Stored data:
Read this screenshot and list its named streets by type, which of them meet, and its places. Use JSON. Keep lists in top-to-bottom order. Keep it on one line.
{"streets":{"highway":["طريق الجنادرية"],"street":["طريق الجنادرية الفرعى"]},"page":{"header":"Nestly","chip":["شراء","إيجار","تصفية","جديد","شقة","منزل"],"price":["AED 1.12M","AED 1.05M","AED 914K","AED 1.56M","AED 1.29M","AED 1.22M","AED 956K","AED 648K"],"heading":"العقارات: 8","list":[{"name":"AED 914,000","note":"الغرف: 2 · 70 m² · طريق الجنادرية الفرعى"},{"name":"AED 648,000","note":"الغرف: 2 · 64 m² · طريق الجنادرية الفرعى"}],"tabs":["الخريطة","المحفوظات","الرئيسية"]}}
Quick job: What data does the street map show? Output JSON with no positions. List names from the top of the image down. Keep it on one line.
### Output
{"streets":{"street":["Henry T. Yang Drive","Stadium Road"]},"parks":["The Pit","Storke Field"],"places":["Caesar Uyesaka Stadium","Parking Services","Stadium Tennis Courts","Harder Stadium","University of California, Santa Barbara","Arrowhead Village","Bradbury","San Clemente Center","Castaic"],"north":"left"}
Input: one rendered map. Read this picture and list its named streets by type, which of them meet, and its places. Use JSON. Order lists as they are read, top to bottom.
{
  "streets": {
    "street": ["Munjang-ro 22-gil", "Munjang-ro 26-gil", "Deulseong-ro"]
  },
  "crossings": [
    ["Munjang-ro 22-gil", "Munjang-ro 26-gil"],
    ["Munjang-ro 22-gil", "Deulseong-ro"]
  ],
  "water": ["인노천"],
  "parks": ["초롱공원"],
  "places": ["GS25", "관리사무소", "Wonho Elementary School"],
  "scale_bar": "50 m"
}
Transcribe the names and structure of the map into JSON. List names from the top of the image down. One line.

What the exercise asks: The lines above that include "from" should each be listed.

Your response:
Quick job: What data does the street map show? Output JSON with no positions. List names from the top of the image down. Keep it on one line.
Transcribe the names and structure of the map into JSON. List names from the top of the image down. One line.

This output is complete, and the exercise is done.